What to do: Copy each line of the entries that includes the word "small".

(Stored data)

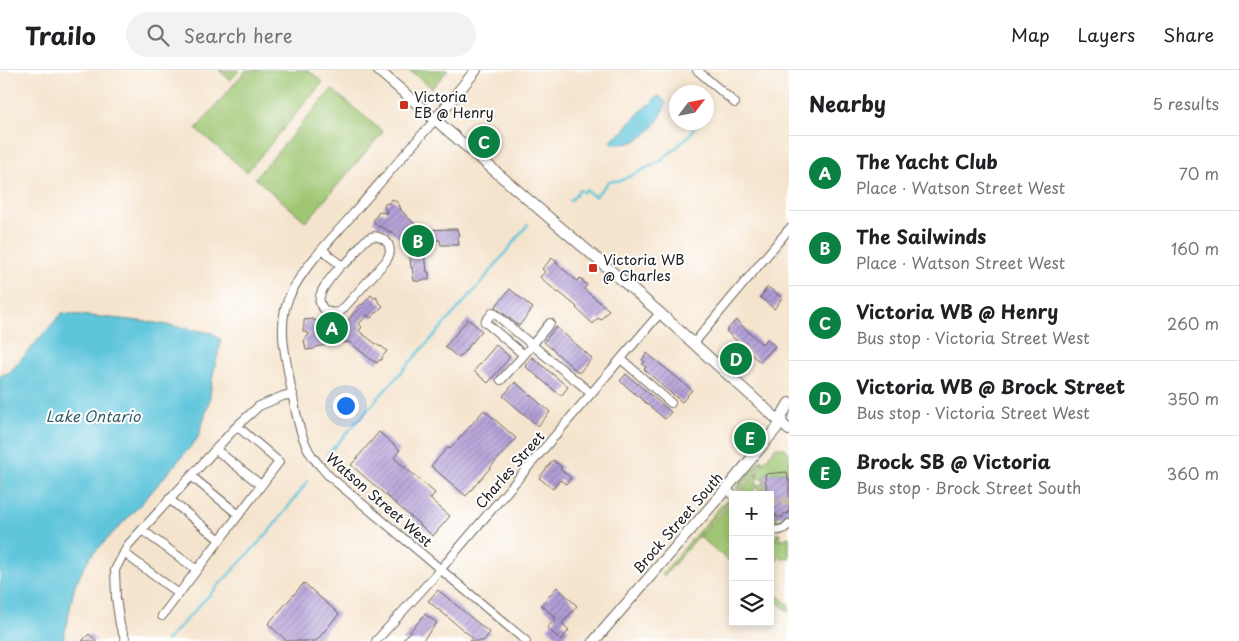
<!DOCTYPE html>
<meta charset="utf-8">
<style>
body{margin:0;font-family:"Playpen Sans",sans-serif;background:#f2f2f2;color:#202124}
.controls{position:absolute;right:15px;bottom:15px;display:grid;overflow:hidden;border-radius:0px;box-shadow:0 2px 8px #0003}
.controls button{width:45px;height:45px;display:grid;place-items:center;padding:0;border:0;border-bottom:1px solid #e0e0e0;background:#fff;color:#202124;font:25px sans-serif}
.compass{position:absolute;left:669px;top:15px;width:45px;height:45px;border-radius:50%;background:#fff;box-shadow:0 2px 8px #0003;rotate:58deg}
.you{position:absolute;left:345px;top:335px;width:18px;height:18px;margin:-12px;border:4px solid #fff;border-radius:50%;background:#1a73e8;box-shadow:0 0 0 8px #1a73e833}
.badge{display:grid;place-items:center;width:32px;height:32px;border-radius:50%;background:#0b8043;color:#fff;font-size:16px;font-weight:700}
.pin{position:absolute;translate:-50% -50%;border:2px solid #fff;box-shadow:0 1px 5px #0006}
.list{margin:0;padding:0;list-style:none}
h2{display:flex;justify-content:space-between;align-items:center;height:65px;margin:0;padding:0 20px;font-size:21px}
h2 small{font-size:16px;font-weight:400;color:#757577}
.list li{display:grid;grid-template-columns:32px 1fr auto;gap:15px;align-items:center;box-sizing:border-box;height:75px;padding:0 20px;border-top:1px solid #e0e0e0}
.list b{display:block;font-size:19px;white-space:nowrap}
.list p{margin:0;font-size:16px;white-space:nowrap;color:#757577}
.list em{font-size:16px;font-style:normal;color:#757577}
.icon{flex:none;width:28px;height:28px;fill:none;stroke:currentColor;stroke-width:2;stroke-linecap:round;stroke-linejoin:round}
.map{position:relative;flex:none;width:789px;height:571px;overflow:hidden}
header{display:flex;align-items:center;gap:30px;box-sizing:border-box;height:70px;padding:0 25px;background:#fff;border-bottom:1px solid #e0e0e0}
header strong{font-size:24px}
nav{display:flex;gap:28px;margin-inline-start:auto;font-size:18px}
.search{width:350px;height:45px;background:#f2f2f2;display:flex;align-items:center;gap:12px;box-sizing:border-box;padding:0 18px;border-radius:28px;color:#757577;font-size:19px}
main{display:flex}
aside{flex:1;background:#fff}
.map>svg:first-child{display:block}
.green{fill:#9fc672;stroke:#5e7147}
.water{fill:#5ec5db;stroke:#3d707c}
.lines{fill:none;stroke-linecap:round;stroke-linejoin:round}
.stream{stroke:#5ec5db;stroke-width:2.5}
.building{fill:url(#building-hatch)}
.minor-tunnel{stroke:#cabcaa;stroke-width:8;stroke-dasharray:8 4;stroke-linecap:butt}
.minor-casing{stroke:#68625a;stroke-width:10}
.major-casing{stroke:#68625a;stroke-width:12}
.minor{stroke:#fff;stroke-width:8}
.major{stroke:#fff;stroke-width:10}
.poi-dot{fill:#c8321e;stroke:#fff;stroke-width:2}
.labels{text-anchor:middle;stroke-width:4;stroke-linejoin:round;paint-order:stroke}
.poi-label{font-size:14px;fill:#1c1c1c;stroke:#fff;text-anchor:start}
.street-label{font-size:14px;fill:#1c1c1c;stroke:#fff}
.water-label{font-size:15px;font-style:italic;fill:#366068;stroke:#fff}
</style>
<header>
<strong>Trailo</strong>
<div class="search"><svg class="icon" aria-label="search" viewBox="0 0 24 24"><circle cx="10" cy="10" r="6"/><path d="M15 15l6 6"/></svg>Search here</div>
<nav><a>Map</a><a>Layers</a><a>Share</a></nav>
</header>
<main>
<div class="map">
<svg width="789" height="571" viewBox="0 0 789 571">
<defs>
<pattern id="building-hatch" width="6" height="6" patternUnits="userSpaceOnUse" patternTransform="scale(1.25)"><rect width="6" height="6" fill="#b19dd6"/><path d="M-1 1l2-2M0 6l6-6M5 7l2-2" fill="none" stroke="#8f7fad"/></pattern>
</defs>
<rect width="100%" height="100%" fill="#fff"/>
<filter id="ink" filterUnits="userSpaceOnUse"><feTurbulence type="fractalNoise" baseFrequency=".02" numOctaves="2"/><feDisplacementMap in="SourceGraphic" scale="10" xChannelSelector="R" yChannelSelector="G"/><feConvolveMatrix kernelMatrix="1 2 1 2 8 2 1 2 1" color-interpolation-filters="sRGB"/></filter>
<filter id="wash" filterUnits="userSpaceOnUse"><feTurbulence type="fractalNoise" baseFrequency=".0096" numOctaves="4" result="noise"/><feDisplacementMap in="SourceGraphic" scale="20" xChannelSelector="R" yChannelSelector="G"/><feGaussianBlur stdDeviation="1.12" result="paint"/><feColorMatrix in="noise" values="0 0 0 0 0 0 0 0 0 0 0 0 0 0 0 0 0 1.4 0 .05"/><feComposite in="paint" operator="in"/></filter>
<g filter="url(#wash)">
<rect width="100%" height="100%" fill="#f5e4cd"/>
<!-- green -->
<path class="green" d="M219,0H240L230,10Z
M246,0H308L323,12L247,102L196,59Z
M409,0H448L432,18Z
M332,19L383,62L306,152L255,108Z
M776,377L784,378L789,382V409L788,410L787,402L765,404V420H762V425H759L758,415L763,414L764,411V409L758,408L757,401Z
M761,389L763,391L738,421L736,418Z
M756,402L757,417L753,420L754,425H744L740,422Z
M730,430L664,506L662,504L724,432Z
M732,431H733V494L700,467Z
M789,443V448L783,455L776,457L770,454V444H776V450H781L784,447V445L783,444Z
M776,464H780V470L789,467V490L786,487L783,490L780,487L770,498V469L776,470Z
M770,520L789,535V542L770,526Z"/>
<!-- water -->
<path class="water" d="M659,26L662,28L666,34C661,50 646,69 629,73C624,74 618,74 613,74L611,71L614,67L623,62L630,52L646,36L652,33L655,28Z
M62,243L150,252L212,263L221,270L213,305L209,332L198,368L141,434L89,488L75,515L63,571H0V306L10,302Z"/>
<g class="lines">
<!-- stream -->
<path class="stream" d="M570,131L574,127L579,120L583,122L586,120L595,127L609,111H620L661,91L689,66L698,52
M328,384L482,212L528,154
M166,571L268,463L308,411"/>
</g>
<g id="blocks">
<!-- building -->
<path class="building" d="M392,129L399,134L401,140L405,144L406,146L422,160L453,159H457L458,163L460,165L458,167L459,175H441L440,170L429,171V175L424,176L425,192H426L427,202H429V210H421L419,212L417,211H414L412,197L411,198L409,176L392,162H390L382,157H379L373,151L379,142L387,143L384,136L386,133L388,134Z
M552,188L557,192L556,193L577,211L580,208L587,215L584,219L609,240L601,250L598,248L593,254L576,238L577,237L559,222L558,223L540,207L545,202L542,199Z
M768,217L782,228L774,239L760,227Z
M510,219L533,238L519,256L495,237Z
M371,225L374,228L377,227V230L383,236L371,248L367,245L359,254L362,257L359,261L380,277L381,276L387,281L382,287V290H379L377,293L373,291L349,272L327,274L326,275L316,277L314,279L306,280L304,269L310,264L303,261V257L304,256V250L312,249L318,252L324,251L325,253L347,251L361,234L362,235Z
M468,249L482,261L459,288L445,277Z
M736,250L762,274L767,269L775,276L760,292L726,261Z
M556,257L592,288L579,303L544,272Z
M496,275L510,287L488,313L474,301Z
M647,283L692,320L682,332L661,315H662L644,299L646,297L642,294L645,292L642,290Z
M532,287L568,317L561,326L525,296Z
M626,304L671,342L665,349L620,311Z
M515,312L550,342L538,356L503,326Z
M484,340L516,368L466,426L431,396L448,377L450,379Z
M379,362L400,380L394,388L435,423L430,429L450,446L433,466L351,395Z
M553,390L562,397L560,399L571,408L566,414L560,410L553,419L539,408Z
M787,402L788,410L789,409V443L783,444V447H776V444H770V425H767L765,404Z
M304,513L339,544L316,571H287L268,554Z
M557,517L577,536L562,553L569,560L561,570L547,558L556,548L541,535Z
M438,520L490,563L483,571H470L473,568L428,531Z
M425,544L437,553L422,571H402Z
M89,564L97,571H82Z"/>
</g>
</g>
<g filter="url(#ink)">
<use href="#blocks" fill-opacity="0" stroke="#68625a" stroke-width="1"/>
<g class="lines">
<!-- minor-tunnel -->
<path class="minor-tunnel" d="M770,432L789,431"/>
<!-- minor casing -->
<g class="minor-casing">
<path id="minor" d="M697,0L735,33
M435,50C407,81 380,113 353,144C331,170 293,206 285,239C279,265 287,292 291,318C296,341 299,366 312,386C317,393 324,400 329,406L526,571
M323,179L329,186L341,195C344,194 346,193 348,191C358,183 365,160 381,168C385,170 388,172 389,176C391,182 389,186 386,191L341,241C335,243 328,244 323,238C311,226 334,205 341,195
M550,253L524,285L485,252L493,242C523,268 553,292 584,317L591,324
M694,273L789,159
M621,289L671,333
M501,310L524,285
M215,379L261,415
M191,406L239,445
M726,419L733,425
M169,429L220,470
M770,459C778,462 784,460 789,454
M142,460L197,500
M124,483L179,524
M162,546L279,392L237,356
M126,571L120,555L116,528L115,500L128,475L237,356L259,336L283,326L293,324
M376,571L440,500L660,243"/>
</g>
<!-- major casing -->
<g class="major-casing">
<path id="major" d="M378,0L446,59L660,243L789,360
M435,50L476,0
M594,571L726,419L781,353L782,345L789,333"/>
</g>
<!-- minor -->
<use href="#minor" class="minor"/>
<!-- major -->
<use href="#major" class="major"/>
</g>
</g>
<!-- markers -->
<g class="poi-dot">
<rect x="399" y="30" width="10" height="10" rx="2.5"/>
<rect x="588" y="193" width="10" height="10" rx="2.5"/>
</g>
<g class="labels">
<!-- poi labels -->
<g class="poi-label">
<text x="414" y="32">Victoria<tspan x="414" dy="16">EB @ Henry</tspan></text>
<text x="603" y="195">Victoria WB<tspan x="603" dy="16">@ Charles</tspan></text>
</g>
<!-- street labels -->
<g class="street-label">
<text transform="translate(510 400) rotate(-49)" y="5">Charles Street</text>
<text transform="translate(379 430) rotate(41)" y="5">Watson Street West</text>
<text transform="translate(678 453) rotate(-49)" y="5">Brock Street South</text>
</g>
<!-- water labels -->
<g class="water-label">
<text x="93" y="352">Lake Ontario</text>
</g>
</g>
</svg>
<div class="controls">
<button>+</button>
<button>−</button>
<button><svg class="icon" aria-label="layers" viewBox="0 0 24 24"><path d="M12 4l9 5-9 5-9-5zM3 14l9 5 9-5"/></svg></button>
</div>
<svg class="compass" viewBox="-18 -18 36 36"><path d="M0-13l5 13h-10z" fill="#e53935"/><path d="M0 13l5-13h-10z" fill="#757577"/></svg>
<div class="you"></div>
<div class="pin badge" style="left:332px;top:258px">A</div>
<div class="pin badge" style="left:418px;top:171px">B</div>
<div class="pin badge" style="left:484px;top:72px">C</div>
<div class="pin badge" style="left:736px;top:289px">D</div>
<div class="pin badge" style="left:750px;top:368px">E</div>
</div>
<aside>
<h2>Nearby<small>5 results</small></h2>
<ul class="list">
<li><span class="badge">A</span><div><b>The Yacht Club</b><p>Place · Watson Street West</p></div><em>70 m</em></li>
<li><span class="badge">B</span><div><b>The Sailwinds</b><p>Place · Watson Street West</p></div><em>160 m</em></li>
<li><span class="badge">C</span><div><b>Victoria WB @ Henry</b><p>Bus stop · Victoria Street West</p></div><em>260 m</em></li>
<li><span class="badge">D</span><div><b>Victoria WB @ Brock Street</b><p>Bus stop · Victoria Street West</p></div><em>350 m</em></li>
<li><span class="badge">E</span><div><b>Brock SB @ Victoria</b><p>Bus stop · Brock Street South</p></div><em>360 m</em></li>
</ul>
</aside>
</main>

Reply to the exercise:
h2 small{font-size:16px;font-weight:400;color:#757577}
<h2>Nearby<small>5 results</small></h2>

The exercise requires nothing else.